Credit: Dr Linda Stannard/UCT/Science Photo Library
With no sign that an outbreak of a new coronavirus is abating, virologists worldwide are itching to get their hands on physical samples of the virus. They are drawing up plans to test drugs and vaccines, develop animal models of the infection and investigate questions about the biology of the virus such as how it spreads.
“The moment we heard about this outbreak, we started to put our feelers out to get access to these isolates,” says Vincent Munster, a virologist at the US National Institute of Allergy and Infectious Diseases in Hamilton, Montana. His lab is expecting to receive a sample in the next week from the US Centers for Disease Control and Prevention in Atlanta, Georgia, which has led the response to US cases of the virus.
The first lab to isolate and study the virus, known provisionally as 2019-nCoV, was at the epicentre of the outbreak: in Wuhan, China. A team at the Wuhan Institute of Virology led by virologist Zheng-Li Shi isolated the virus from a 49-year-old woman, who developed symptoms on 23 December 2019 before becoming critically ill. Shi’s team found1 that the virus can kill cultured human cells and that it enters them through the same molecular receptor as another coronavirus: the one that causes SARS (severe acute respiratory syndrome).
A lab in Australia announced on 28 January that it had obtained virus samples from an infected person who had returned from China. The team was preparing to share the samples with other scientists. Labs in France, Germany and Hong Kong are also isolating and preparing to share virus samples they obtained from local patients, says Bart Haagmans, a virologist at Erasmus Medical Center in Rotterdam, the Netherlands. “Probably next week we will get isolates from one of the different labs,” he says.
Sequences vs samples
The first genome sequence of the virus was made public in early January, and several dozen — taken from various people — are now available. The sequences have already led to diagnostic tests for the virus, as well as efforts to study the pathogen’s spread and evolution. But scientists say that sequences are no substitute for virus samples, which are needed to test drugs and vaccines, and to study the virus in depth. “It is essential that viruses are shared,” said Maria Van Kerkhove, an infectious-disease epidemiologist at the World Health Organization in Geneva, Switzerland, in a 29 January press conference.
Munster says that his lab’s first priority will be to identify animals that experience the infection in a similar way to humans. Such animal models will be useful for testing vaccines and drugs. The team first plans to look at a mouse genetically engineered to contain a human version of the receptor that SARS virus and the new coronavirus uses to infect cells. Future work could involve exposing mice and, later, non-human primates to the virus and testing whether vaccines can prevent infection, he adds.
Munster’s lab is also eager to start gauging how long the virus can survive in the air or in saliva droplets. This could help epidemiologists to understand whether the virus can be transmitted through the air, or only through close contact. Munster’s study will involve aerosolizing virus particles using a container called a Goldberg drum, and then measuring their ability to infect human cells after periods of time in the air.
Such experiments will be conducted under strict containment measures — known as biosafety level 3 — to prevent lab workers from becoming infected and to avoid accidental release of the pathogen. Thousands of such labs exist around the world, but Munster notes that much of the research on the virus can be done under less stringent biosafety conditions, which should speed the research.
Tracking the spread
One of Haagmans’ first priorities will be to develop a blood test for antibodies against the virus. This will allow researchers to identify people who have been exposed to 2019-nCoV, but are no longer infected and may have never developed symptoms.
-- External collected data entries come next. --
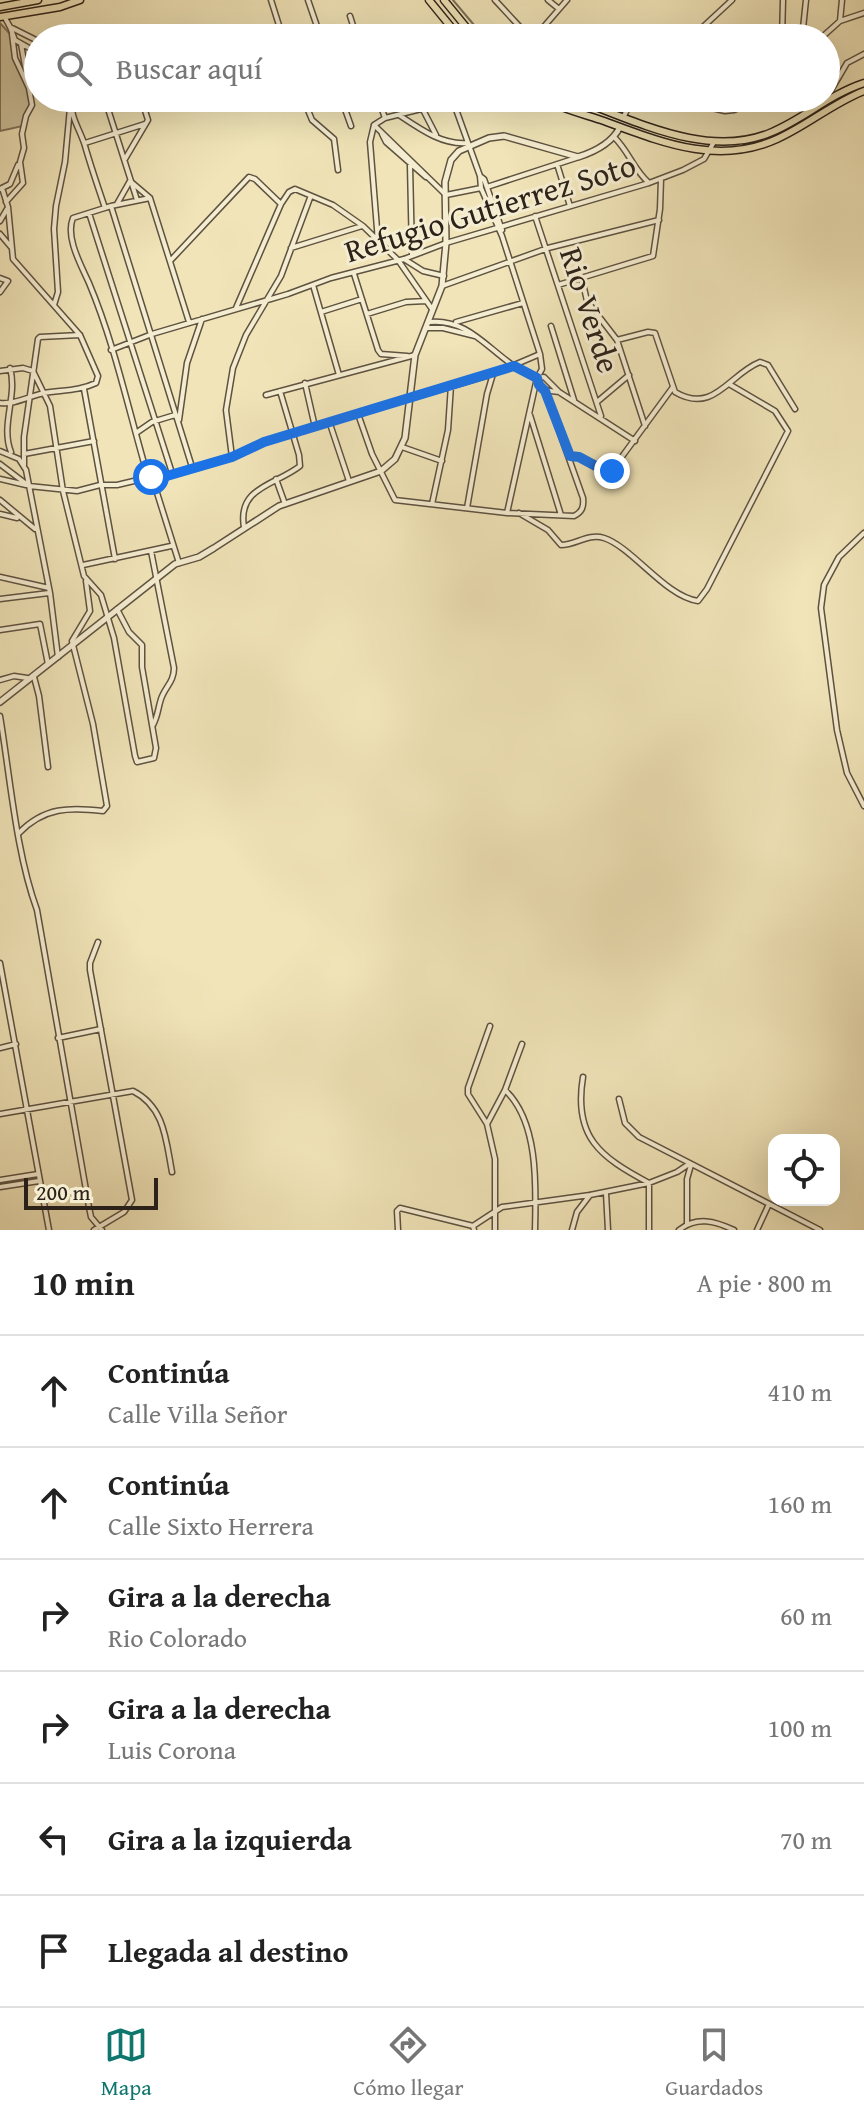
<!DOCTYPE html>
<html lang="es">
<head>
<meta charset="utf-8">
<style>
  body { margin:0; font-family:"Gentium Book Plus",serif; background:#f6f6f6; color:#222 }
  .controls { position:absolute; right:24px; bottom:24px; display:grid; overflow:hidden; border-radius:16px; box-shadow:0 8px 32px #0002 }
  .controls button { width:72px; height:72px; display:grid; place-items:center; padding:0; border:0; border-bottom:2px solid #e0e0e0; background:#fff; color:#222; font:40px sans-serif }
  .scale { position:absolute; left:24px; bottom:20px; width:134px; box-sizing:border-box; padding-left:8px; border:4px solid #2d2219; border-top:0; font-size:22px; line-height:28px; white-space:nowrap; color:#2d2219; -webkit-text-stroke:6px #f5edd1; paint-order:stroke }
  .stop { position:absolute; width:24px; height:24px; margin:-18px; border:6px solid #1a73e8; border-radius:50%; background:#fff }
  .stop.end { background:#1a73e8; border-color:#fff; box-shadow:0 2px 8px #0008 }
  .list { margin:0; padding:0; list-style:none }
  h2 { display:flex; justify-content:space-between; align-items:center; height:104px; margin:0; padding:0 32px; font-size:34px }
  h2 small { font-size:26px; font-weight:400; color:#767676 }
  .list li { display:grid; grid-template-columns:52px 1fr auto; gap:24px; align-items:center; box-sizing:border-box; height:112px; padding:0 32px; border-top:2px solid #e0e0e0 }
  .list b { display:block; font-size:30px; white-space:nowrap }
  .list p { margin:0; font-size:26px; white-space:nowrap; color:#767676 }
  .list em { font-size:26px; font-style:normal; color:#767676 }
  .icon { flex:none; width:44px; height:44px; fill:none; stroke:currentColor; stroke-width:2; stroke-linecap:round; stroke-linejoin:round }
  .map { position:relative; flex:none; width:864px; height:1230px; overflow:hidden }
  .search { position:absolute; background:#fff; box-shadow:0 8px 32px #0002; left:24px; right:24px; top:24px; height:88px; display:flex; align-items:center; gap:20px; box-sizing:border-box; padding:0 28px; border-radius:44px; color:#767676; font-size:30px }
  .sheet { height:776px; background:#fff }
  nav { display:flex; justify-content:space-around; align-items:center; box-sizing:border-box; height:112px; border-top:2px solid #e0e0e0; background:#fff; font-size:22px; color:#767676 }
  nav a { display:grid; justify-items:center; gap:4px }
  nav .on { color:#0f766e }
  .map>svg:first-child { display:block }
  .green { fill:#cfc39d; stroke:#7e725b; stroke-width:2 }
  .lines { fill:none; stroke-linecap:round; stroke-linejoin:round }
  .stream { stroke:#7a6f58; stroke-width:2 }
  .minor-casing { stroke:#5e5241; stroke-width:7 }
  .tertiary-casing { stroke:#5e5241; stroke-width:8 }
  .primary-casing { stroke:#2d2219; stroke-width:9 }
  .minor { stroke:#f5edd1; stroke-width:4 }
  .tertiary { stroke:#f5edd1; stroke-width:5 }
  .primary { stroke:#f0e4b8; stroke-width:6 }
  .route { stroke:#1a73e8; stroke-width:10 }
  .labels { text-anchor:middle; stroke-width:6; stroke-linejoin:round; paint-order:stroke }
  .street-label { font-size:32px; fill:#2d2219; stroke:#f5edd1 }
</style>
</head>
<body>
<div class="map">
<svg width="864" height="1230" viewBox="0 0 864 1230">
  <rect width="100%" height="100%" fill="#f0e4b8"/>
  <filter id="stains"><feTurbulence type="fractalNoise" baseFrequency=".0025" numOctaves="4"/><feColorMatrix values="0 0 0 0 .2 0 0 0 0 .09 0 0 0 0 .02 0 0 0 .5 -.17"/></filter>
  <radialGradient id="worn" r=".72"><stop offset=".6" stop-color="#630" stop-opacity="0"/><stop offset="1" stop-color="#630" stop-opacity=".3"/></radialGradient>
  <path class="green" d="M0 23 11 35 15 58 32 93V105L23 126 0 131Z"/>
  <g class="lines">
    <path class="stream" d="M453 0 485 38
      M592 98 622 109"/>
    <g class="minor-casing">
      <path id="minor" d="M271 0 283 38
        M308 0 321 38
        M495 0 520 27 534 38
        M548 0 559 9
        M4 16 10 27 38 41
        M350 16 357 38
        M840 21 842 0
        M10 27 15 40 38 53
        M12 34 15 58 29 88
        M73 38 99 29 116 38
        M534 38 567 0
        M691 38 732 0
        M782 38 783 0
        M802 38 806 0
        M821 38 840 21 864 13
        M72 98C69 116 80 129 85 146 91 167 98 187 105 208
        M99 98 108 109 137 200
        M303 98 312 120 334 139 338 170
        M341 98 351 126
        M378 98 385 118
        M417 98 436 135
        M621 98C637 111 650 105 668 98
        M669 98 725 111 734 110 763 98
        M826 99 847 63 864 54
        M399 115C420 129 442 145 467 143
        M624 116 633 98
        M374 125 446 195 481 188
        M382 134 386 142 426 177
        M615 138C629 152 634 170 649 183
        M85 143 145 124
        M125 159 148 120 141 98
        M557 164 570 206
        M410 165 412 255
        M480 176 484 179 502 230
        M487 187 576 158
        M2 188 10 184 18 165
        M0 189 2 188 8 207 13 259 80 335 98 376 96 383C79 391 62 390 44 393 30 396 14 405 0 403
        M150 198 111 206 73 218C65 237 81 265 89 283 113 340 127 403 144 463L153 480 179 563
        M6 202 23 183 20 162 24 148 22 134 26 116 32 105 21 44
        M117 204 130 181 150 198 189 322
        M111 206 192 467
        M89 213 172 473
        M535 216 601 416
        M0 221 7 209
        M0 234 11 247
        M378 241 370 142 374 125 385 118 453 101 480 176 481 188 502 236 540 354 542 369 537 378 507 513
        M291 248 362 226
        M404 259 423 271 444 276
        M171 260 249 177 255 179 281 204
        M354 274 378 350 381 354 407 356
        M0 278 8 281 0 292
        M582 279 587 301 617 340 645 426
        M313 285 339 375
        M558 285 653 256 660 209 661 179
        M442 286 548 248 659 220
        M54 305 58 292 54 229 56 206 65 162 70 108
        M236 308 281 204 289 192 295 189 333 205 363 226 398 260 432 309
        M321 312 362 299
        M367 314 406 302 426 301
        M429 322C466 318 486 347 514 366 521 370 530 374 537 378 540 391 548 391 559 392L635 441
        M456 322 523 303
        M551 326 574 400
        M426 328H443L475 336
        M617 340 648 332 655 333 675 392C714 415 729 374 760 362L768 365 795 409
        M111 350 152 334 288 294 331 278 404 259 446 243 649 183 683 170 704 159 714 142
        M10 368C18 396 0 425 11 452
        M0 371 23 368 33 371 50 406 63 491 84 576 101 595 114 638 135 756 137 762 154 758 156 748 142 667V645L129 632 117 609
        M537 378 544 377 559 392
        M305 383 315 427
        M84 389 115 559
        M266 395 415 355
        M597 402 629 375
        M358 414 372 454 395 500 507 513 574 516C582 512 584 507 583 498L545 391
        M530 415 561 515
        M179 420 187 363 202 319
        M330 424 349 481
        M136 433 152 422 175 415
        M402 447 442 461
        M0 451 19 459 26 470 50 593 58 657
        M24 454 94 441
        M570 456 579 457 610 473 673 387
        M232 457 226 410 233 368 246 335 281 276 310 198
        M0 464 29 486 77 491 100 485H117L138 480H153L232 457 264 442 493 374 540 354
        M24 465V437L38 339 40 337 80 335
        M0 479 26 485
        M276 479 285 504
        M0 500 35 529
        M432 504 448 430 451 385
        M467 508 487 394 493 374
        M519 513 548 530 561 545C576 545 588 533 604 538 632 547 666 597 698 601L707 589 788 431 775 411 729 384
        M0 514 17 518
        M244 527C237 487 276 485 300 466L299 455 280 391
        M864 533 839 557 824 585 821 608 837 730 847 773 864 806
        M151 551 174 668C174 682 165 687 161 699 158 708 158 716 153 725
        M83 565 171 546
        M0 577 49 588
        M0 599 49 593
        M0 630 40 624 48 664
        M34 677 39 696 48 767
        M0 680 14 676 27 678
        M0 716C10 776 16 853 37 910L89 1207 91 1217 102 1230
        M19 833C44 807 70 807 103 811L107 806 93 724 72 641 90 611 86 581
        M0 963 49 1230
        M58 1038 101 1029
        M0 1048 16 1044
        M583 1077C573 1137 600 1157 649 1183V1230
        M505 1090C539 1122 536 1187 535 1230
        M619 1099 625 1123 639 1137 820 1230
        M0 1114 133 1091C165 1107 166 1141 172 1172
        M487 1124 468 1094V1088L490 1026
        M0 1180 38 1174
        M0 1187 39 1181
        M606 1193 608 1230
        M687 1224V1179L691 1165
        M473 1226 502 1207 590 1195 649 1183 677 1172 689 1164
        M94 1230 124 1212 132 1200 90 970V963L98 942
        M398 1230 397 1211 400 1208 473 1226 474 1230
        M495 1230V1159L487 1124 505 1090 522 1044
        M572 1230 577 1212 590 1195
        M679 1230C697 1216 715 1221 734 1230
        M757 1230 769 1204"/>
    </g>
    <g class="tertiary-casing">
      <path id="tertiary" d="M0 702 175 564 199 557 214 548 279 506 381 471 395 459 405 438 415 355 442 286 446 243 445 182 451 160 459 151 489 138 504 136 578 157C594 152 612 143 620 127"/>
    </g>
    <g class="primary-casing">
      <path id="primary" d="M429 0 460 38
        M444 0 475 38
        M0 7 38 0
        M0 17 60 7 80 0
        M540 98C560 108 583 114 604 121 661 142 718 166 777 139 808 125 833 103 864 91
        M572 98C634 120 708 160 772 132 805 118 830 94 864 83"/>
    </g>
    <use href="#minor" class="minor"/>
    <use href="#tertiary" class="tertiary"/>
    <use href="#primary" class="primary"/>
  </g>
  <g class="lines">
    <path class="route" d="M151 477 153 480 232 457 264 442 514 366 537 378 539 385 545 391 570 456 579 457 607 472 612 471"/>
  </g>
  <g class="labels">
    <g class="street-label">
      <text transform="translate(490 208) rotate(-17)" y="11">Refugio Gutierrez Soto</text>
      <text transform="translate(590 310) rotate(72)" y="11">Rio Verde</text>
    </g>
  </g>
  <rect width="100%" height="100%" filter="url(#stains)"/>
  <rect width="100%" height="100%" fill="url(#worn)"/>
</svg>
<div class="controls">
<button><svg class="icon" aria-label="locate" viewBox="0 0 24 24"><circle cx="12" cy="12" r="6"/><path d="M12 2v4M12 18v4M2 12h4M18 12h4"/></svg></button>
</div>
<div class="scale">200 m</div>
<div class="stop" style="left:151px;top:477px"></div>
<div class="stop end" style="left:612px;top:471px"></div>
<div class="search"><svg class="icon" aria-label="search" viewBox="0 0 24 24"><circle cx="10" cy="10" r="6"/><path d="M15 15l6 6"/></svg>Buscar aquí</div>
</div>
<section class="sheet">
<h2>10 min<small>A pie · 800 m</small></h2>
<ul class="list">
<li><svg class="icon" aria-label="ahead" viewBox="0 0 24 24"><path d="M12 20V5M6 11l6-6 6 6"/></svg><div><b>Continúa</b><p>Calle Villa Señor</p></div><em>410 m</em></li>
<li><svg class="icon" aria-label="ahead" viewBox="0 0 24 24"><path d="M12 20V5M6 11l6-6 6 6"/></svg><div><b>Continúa</b><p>Calle Sixto Herrera</p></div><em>160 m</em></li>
<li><svg class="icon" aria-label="right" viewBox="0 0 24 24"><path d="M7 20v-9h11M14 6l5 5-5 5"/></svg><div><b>Gira a la derecha</b><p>Rio Colorado</p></div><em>60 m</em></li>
<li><svg class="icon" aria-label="right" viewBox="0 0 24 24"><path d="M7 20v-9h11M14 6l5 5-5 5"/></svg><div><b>Gira a la derecha</b><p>Luis Corona</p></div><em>100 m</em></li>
<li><svg class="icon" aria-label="left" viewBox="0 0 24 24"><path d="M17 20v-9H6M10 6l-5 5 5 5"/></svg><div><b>Gira a la izquierda</b></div><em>70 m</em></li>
<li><svg class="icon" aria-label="arrive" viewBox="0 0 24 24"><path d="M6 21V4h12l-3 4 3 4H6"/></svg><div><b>Llegada al destino</b></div></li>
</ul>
</section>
<nav>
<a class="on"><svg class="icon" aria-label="map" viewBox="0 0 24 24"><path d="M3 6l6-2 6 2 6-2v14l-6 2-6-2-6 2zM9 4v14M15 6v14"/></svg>Mapa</a>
<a><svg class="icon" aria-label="directions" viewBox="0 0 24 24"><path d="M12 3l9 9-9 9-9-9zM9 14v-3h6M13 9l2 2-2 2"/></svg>Cómo llegar</a>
<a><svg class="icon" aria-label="saved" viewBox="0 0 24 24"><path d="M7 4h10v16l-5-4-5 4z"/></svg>Guardados</a>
</nav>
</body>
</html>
His team also hopes to see whether another animal can serve as a model for human infections — ferrets. Researchers use the animals to study influenza and other respiratory illnesses because their lung physiology is similar to that of humans, and they are susceptible to some of the same viruses. Haagmans hopes to test whether they can transmit the virus between them, seeking insights into the pathogen’s spread between humans.
Many of the questions virologists plan to ask about 2019-nCoV are based on findings from previous studies on the viruses behind SARS and the related Middle East respiratory syndrome. For instance, there have been signs that a protein needed for the SARS virus to infect cells has adapted to enter human cells more easily.
Although for now Haagmans is scrambling to get his hands on just one virus sample, he hopes to eventually have multiple samples from over the course of the outbreak to see whether and how the virus evolves. “We need to get a better understanding of the biology of the virus, especially compared to viruses that we already know,” he says. “That’s what we’re going to do.”